Jelaslah, pemberian ladang konsesi kepada perusahaan asing untuk mengelola emas atau barang tambang lainnya seperti yang dilakukan selama ini sudah terbukti tidak tepat. Dengan cara seperti itu, hasilnya lebih banyak dinikmati oleh segelintir pengusaha atau perusahaan-perusahaan tersebut dan penguasa yang berkolusi dengan para pengusaha ketimbang yang dirasakan oleh rakyat. Pengelolaan barang tambang serta bentuk kepemilikan umum lain dengan cara seperti yang selama ini dilakukan jelas harus ditinjau ulang.

Profesionalitas Pengelolaan SDA dalam Islam
Dalam pandangan Islam, barang tambang adalah milik umum yang harus dikelola hanya oleh negara dimana hasilnya harus dikembalikan kepada rakyat dalam bentuk barang yang murah atau subsidi untuk kebutuhan primer semisal pendidikan, kesehatan dan fasilitas umum lainnya. Paradigma pengelolaan sumberdaya alam milik umum yang berbasis swasta atau (corporate based management) harus dirubah menjadi pengelolaan kepemilikan umum oleh negara (state based management) dengan tetap berorientasi pada kelestarian sumber daya (sustainable resources principle).
Pendapat bahwa sumber daya alam milik umum harus dikelola oleh negara untuk hasilnya diberikan kepada rakyat dikemukakan oleh An-Nabhani (1996)7 berdasarkan pada hadits riwayat Imam At-Tirmidzi dari Abyadh bin Hamal. Dalam hadits tersebut, Abyad diceritakan telah meminta kepada Rasul untuk dapat mengelola sebuah tambang garam. Rasul meloloskan permintaan itu, tapi segera diingatkan oleh seorang shahabat,
“Wahai Rasulullah, tahukah engkau, apa yang engkau berikan kepadanya? Sesungguhnya engkau telah memberikan sesuatu yang bagaikan air mengalir (ma’u al-‘iddu)” Rasulullah kemudian bersabda: “Tariklah tambang tersebut darinya”.

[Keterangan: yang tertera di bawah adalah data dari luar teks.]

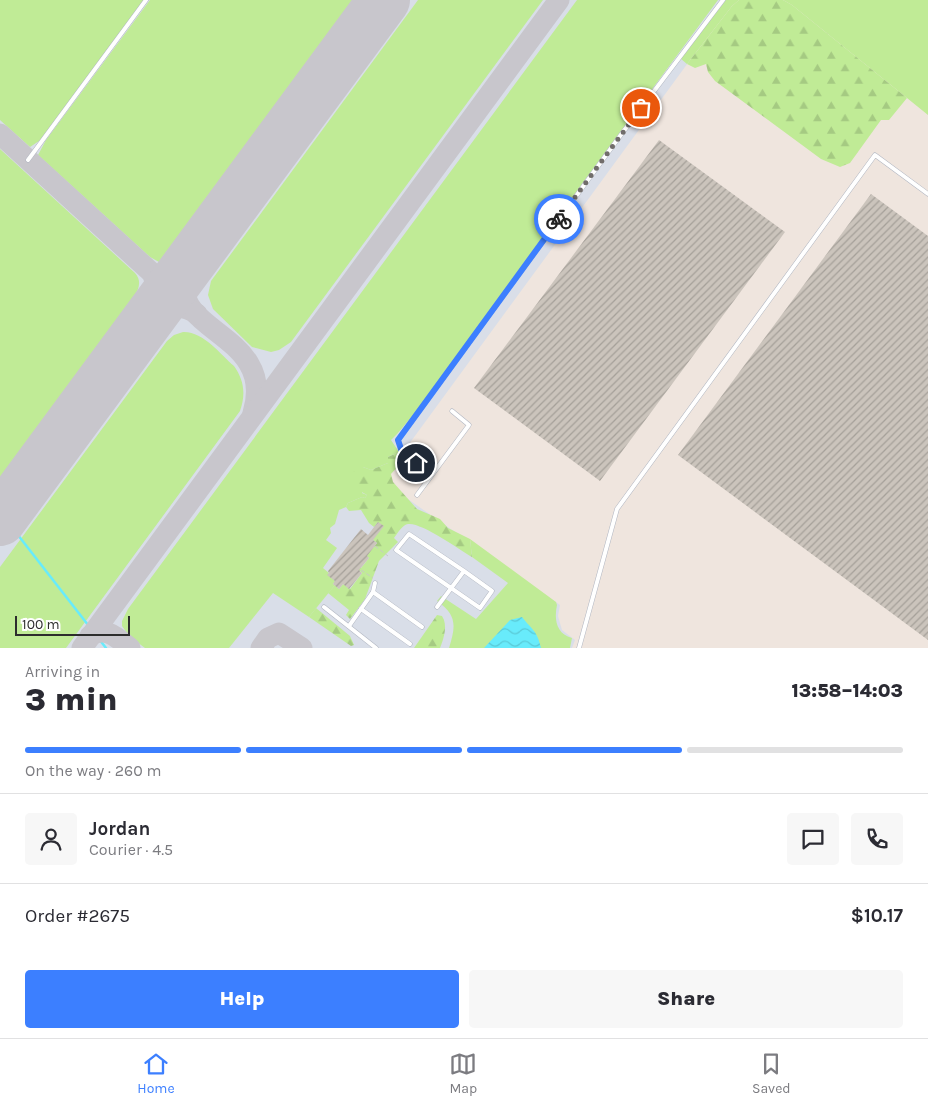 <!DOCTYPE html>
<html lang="en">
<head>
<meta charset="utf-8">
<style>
  :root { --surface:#fff; --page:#f7f7f7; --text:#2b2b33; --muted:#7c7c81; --line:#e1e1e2; --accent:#3c7fff }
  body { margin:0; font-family:Karla,sans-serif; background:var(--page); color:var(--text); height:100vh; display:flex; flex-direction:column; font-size:19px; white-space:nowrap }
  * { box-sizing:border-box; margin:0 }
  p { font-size:16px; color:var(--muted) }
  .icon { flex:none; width:28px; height:28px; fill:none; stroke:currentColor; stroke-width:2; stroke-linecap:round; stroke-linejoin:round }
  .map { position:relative; height:648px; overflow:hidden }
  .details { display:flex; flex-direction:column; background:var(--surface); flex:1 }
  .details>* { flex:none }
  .scale { position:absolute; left:15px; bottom:12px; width:115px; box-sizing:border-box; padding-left:5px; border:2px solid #2d2d2d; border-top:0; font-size:14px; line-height:18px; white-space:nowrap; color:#2d2d2d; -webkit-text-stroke:4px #fff; paint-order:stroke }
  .pin { position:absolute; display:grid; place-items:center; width:42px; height:42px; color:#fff; margin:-21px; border:2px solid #fff; border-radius:50%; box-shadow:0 1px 5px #0007 }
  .courier { position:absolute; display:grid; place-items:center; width:50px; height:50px; margin:-25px; border:4px solid #3c7fff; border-radius:50%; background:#fff; color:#222; box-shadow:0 1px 6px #0007 }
  .overview em { font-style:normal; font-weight:800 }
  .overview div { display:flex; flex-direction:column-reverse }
  .overview { display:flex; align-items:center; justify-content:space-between; height:85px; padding:0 25px }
  h1 { font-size:32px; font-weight:800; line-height:38px }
  .bar { display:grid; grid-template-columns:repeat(4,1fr); gap:8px 5px; align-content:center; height:60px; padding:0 25px }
  .bar i { height:6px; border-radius:4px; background:var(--line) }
  .bar .on { background:var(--accent) }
  .bar p { grid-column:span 4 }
  .line { display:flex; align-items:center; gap:12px; padding:0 25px; border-top:1px solid var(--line) }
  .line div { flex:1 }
  .round { display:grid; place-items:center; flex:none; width:52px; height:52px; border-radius:5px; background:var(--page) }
  .cta { display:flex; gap:10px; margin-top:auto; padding:10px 25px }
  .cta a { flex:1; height:58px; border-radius:5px; background:var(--accent); color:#fff; font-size:20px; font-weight:800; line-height:58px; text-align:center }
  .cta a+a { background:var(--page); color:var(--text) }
  .tab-bar { display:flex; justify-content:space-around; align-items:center; height:70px; border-top:1px solid var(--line); background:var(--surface); font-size:14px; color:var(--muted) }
  .tab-bar a { display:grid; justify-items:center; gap:2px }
  .tab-bar .on { color:var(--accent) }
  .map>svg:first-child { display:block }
  .airport { fill:#d9dee8 }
  .grass { fill:#c0eb96 }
  .forest { fill:url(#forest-firs) }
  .water { fill:url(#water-waves) }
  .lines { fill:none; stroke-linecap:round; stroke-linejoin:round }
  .stream { stroke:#68ebfb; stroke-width:2.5 }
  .taxiway { stroke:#c8c6cc; stroke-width:21 }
  .runway { stroke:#c8c6cc; stroke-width:52 }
  .building { fill:url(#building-hatch) }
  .lane-casing { stroke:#b2b7c2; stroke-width:5 }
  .path { stroke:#c8c8c8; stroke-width:1; stroke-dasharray:4 2.5; stroke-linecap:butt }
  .lane { stroke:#fff; stroke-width:4 }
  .done { stroke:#716d6b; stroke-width:5; stroke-dasharray:0 9 }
  .route { stroke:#3c7fff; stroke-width:6 }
</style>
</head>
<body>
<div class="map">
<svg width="928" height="648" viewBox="0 0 928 648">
  <defs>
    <pattern id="forest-firs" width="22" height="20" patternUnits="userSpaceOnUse" patternTransform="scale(1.25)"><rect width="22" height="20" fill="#c0eb96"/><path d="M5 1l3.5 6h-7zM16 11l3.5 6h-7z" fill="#a5ca82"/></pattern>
    <pattern id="water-waves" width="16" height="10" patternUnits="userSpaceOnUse" patternTransform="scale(1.25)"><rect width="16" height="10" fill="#68ebfb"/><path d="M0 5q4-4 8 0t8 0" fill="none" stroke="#5acad7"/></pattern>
    <pattern id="building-hatch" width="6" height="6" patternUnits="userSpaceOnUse" patternTransform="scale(1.25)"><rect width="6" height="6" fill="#cbc4bc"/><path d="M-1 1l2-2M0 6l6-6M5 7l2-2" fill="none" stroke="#a5a099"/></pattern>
  </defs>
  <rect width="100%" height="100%" fill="#efe5de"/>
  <path class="airport" d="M0 0H734L382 481 560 605 558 616 562 630 575 640 572 648H0Z"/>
  <g class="grass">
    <path d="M0 0H144L42 139 30 147 0 120Z"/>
    <path d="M150 0H353L159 262 150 257 38 155 46 140Z"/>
    <path d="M418 0H543L291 342 279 350 271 352 252 347 213 309 208 295 211 281Z"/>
    <path d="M577 0H718L590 173 420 407 397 434 391 440 399 452 388 457V463L371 470 363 467 362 493 367 495 365 498 362 497 348 503 346 507 339 510 335 524 330 528 331 533 326 540 337 548 323 568 329 573 328 575 335 581 333 584 335 585 309 617 273 593 229 648H145L129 636 122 626V621L128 609Z"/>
    <path d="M726 0H739L732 6 687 64 680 58Z"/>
    <path d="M783 0H928V115L792 5Z"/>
    <path d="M0 149 135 273C142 281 139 289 134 297L0 478Z"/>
    <path d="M183 332C203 331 220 354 234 366 244 380 246 394 240 411L66 648H0V567L167 341 174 335Z"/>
    <path d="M470 539 556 602 557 605C554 619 556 634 572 638L570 648H449C456 626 457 615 437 601L441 596 476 619 508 583 472 557Z"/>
  </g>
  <g class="forest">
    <path d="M739 0H783L792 5 907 98 889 120H881L850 163 840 167 821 159 715 81 708 72 706 64 695 68 687 64 732 6Z"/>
    <path d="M399 452 403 459 402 462 391 474 393 482 417 509 440 519 448 528 470 539 472 557C459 549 421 522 408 524 403 524 397 534 394 538L398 542 379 561 365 599 350 619 346 615 349 610 328 593 335 585 339 589 343 584 350 589 362 573 357 568 352 561 361 568 369 558 364 554 373 548 377 543 373 540 378 522 374 527 369 523 361 510 349 511 346 507 348 503 362 497 365 498 367 495 358 490 350 482 353 472 363 467 371 470 388 463V457Z"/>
    <path d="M316 608 350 636 354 645 351 646 309 617Z"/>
    <path d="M437 615 442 616C448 625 444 638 440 648H414Z"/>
  </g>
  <path class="water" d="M522 617C532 630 537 630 541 648H484L510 620Z"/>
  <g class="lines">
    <path class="stream" d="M0 512 106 648"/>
    <g class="taxiway">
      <path d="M0 134 152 273C159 289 159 296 153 312"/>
      <path d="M196 256C191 264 185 274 184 284 180 333 276 338 253 413"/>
      <path d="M144 325C160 310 176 300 197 314"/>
      <path d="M90 636C106 625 118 639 130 648"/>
      <path d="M82 648 559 0"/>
      <path d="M261 648 268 638 279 633 302 648"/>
    </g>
    <path class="runway" d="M0 520 384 0"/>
  </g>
  <g class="building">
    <path d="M659 140 785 232 600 481 474 388Z"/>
    <path d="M871 194 928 236V640L678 455Z"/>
    <path d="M378 522 384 526 373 540 377 543 367 556 369 558 359 570 362 573 349 589 343 584 339 589 333 584 335 581 327 575 329 573 328 571 361 529 368 535Z"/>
  </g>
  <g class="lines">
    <defs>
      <g id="lane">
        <path d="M28 160 146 0"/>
        <path d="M416 463 401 449 398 440 620 136 723 0"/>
        <path d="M417 495 469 425 452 411"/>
        <path d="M373 592 422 627"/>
        <path d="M324 607 376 648"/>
        <path d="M437 607 464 571 409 534 396 550 480 608 492 591 464 571"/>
        <path d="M361 609 410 644"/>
        <path d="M349 626 373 592 375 583"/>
        <path d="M579 648 617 509 875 155 928 194"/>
      </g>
    </defs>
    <use href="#lane" class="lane-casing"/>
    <g class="path">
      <path d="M375 546 388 556"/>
      <path d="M361 570 373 578"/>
    </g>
    <use href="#lane" class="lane"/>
  </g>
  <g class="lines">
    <path class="done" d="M559 219 641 108"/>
    <path class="route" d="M416 463 401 449 398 440 559 219"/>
  </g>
</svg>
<div class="scale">100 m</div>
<div class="pin" style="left:641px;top:108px;background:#ea580c"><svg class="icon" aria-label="bag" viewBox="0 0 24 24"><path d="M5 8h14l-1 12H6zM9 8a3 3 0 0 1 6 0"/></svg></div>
<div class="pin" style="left:416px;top:463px;background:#1f2937"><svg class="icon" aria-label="home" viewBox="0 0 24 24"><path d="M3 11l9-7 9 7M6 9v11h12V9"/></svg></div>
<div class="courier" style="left:559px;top:219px"><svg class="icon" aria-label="bike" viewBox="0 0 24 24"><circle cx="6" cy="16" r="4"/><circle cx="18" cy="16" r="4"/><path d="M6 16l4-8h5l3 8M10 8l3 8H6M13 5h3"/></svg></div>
</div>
<section class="details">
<div class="overview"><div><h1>3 min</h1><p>Arriving in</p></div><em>13:58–14:03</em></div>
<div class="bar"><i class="on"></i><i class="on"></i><i class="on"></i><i></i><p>On the way · 260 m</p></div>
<div class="line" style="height:90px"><a class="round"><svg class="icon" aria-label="person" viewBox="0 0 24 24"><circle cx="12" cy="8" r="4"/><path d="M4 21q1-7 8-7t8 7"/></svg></a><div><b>Jordan</b><p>Courier · 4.5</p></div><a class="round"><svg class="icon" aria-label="chat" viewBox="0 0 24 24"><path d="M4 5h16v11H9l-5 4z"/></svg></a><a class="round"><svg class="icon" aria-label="phone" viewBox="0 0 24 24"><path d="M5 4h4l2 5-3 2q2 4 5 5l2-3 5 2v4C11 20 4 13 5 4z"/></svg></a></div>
<div class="line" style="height:65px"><div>Order #2675</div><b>$10.17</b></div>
<div class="cta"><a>Help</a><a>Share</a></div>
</section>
<nav class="tab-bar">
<a class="on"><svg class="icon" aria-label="home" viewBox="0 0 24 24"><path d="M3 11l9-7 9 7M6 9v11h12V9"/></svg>Home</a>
<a><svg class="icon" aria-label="map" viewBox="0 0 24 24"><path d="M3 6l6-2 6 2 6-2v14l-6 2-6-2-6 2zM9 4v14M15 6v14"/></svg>Map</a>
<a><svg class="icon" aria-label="saved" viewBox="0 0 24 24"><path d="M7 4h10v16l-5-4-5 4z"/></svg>Saved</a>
</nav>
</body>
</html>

Ma’u al-‘iddu adalah air yang karena jumlahnya sangat banyak digambarkan mengalir terus menerus. Hadist tersebut menyerupakan tambang garam yang kandungannya sangat banyak sebagaimana air yang mengalir. Bahwa semula Rasullah SAW memberikan tambang garam kepada Abyadh menunjukkan kebolehan memberikan tambang garam atau tambang yang lain kepada seseorang. Tapi ketika kemudian Rasul mengetahui bahwa tambang tersebut merupakan tambang yang cukup besar, digambarkan bagaikan air yang terus mengalir, maka Rasul mencabut pemberian itu, karena dengan kandungannya yang sangat besar itu, tambang tersebut dikategorikan sebagai milik umum. Dan semua milik umum tidak boleh dikuasai oleh individu.
Yang menjadi fokus dalam hadits tersebut tentu saja bukan “garam”, melainkan tambangnya. Terbukti, ketika Rasul mengetahui bahwa tambang garam itu jumlahnya sangat banyak, ia menarik kembali pemberian itu. An-Nabhani (1996)7 mengutip ungkapan Abu Ubaid yang mengatakan:
“Adapun pemberian Nabi SAW kepada Abyadh bin Hambal terhadap tambang garam yang terdapat di daerah Ma’rab, kemudian beliau mengambilnya kembali dari tangan Abyadh, sesungguhnya beliau mencabutnya semata karena menurut beliau tambang tersebut merupakan tanah mati yang dihidupkan oleh Abyadh lalu dia mengelolanya. Ketika Nabi SAW mengetahui bahwa tambang tersebut (laksana) air yang mengalir, yang mana air tersebut merupakan benda yang tidak pernah habis, seperti mata air dan air bor, maka beliau mencabutnya kembali, karena sunnah Rasulullah SAW dalam masalah padang (hutan dll), api (energi/barang tambang dll) dan air menyatakan bahwa semua manusia berserikat dalam masalah tersebut, maka beliau melarang bagi seseorang untuk memilikinya, sementara yang lain tidak dapat memilikinya”.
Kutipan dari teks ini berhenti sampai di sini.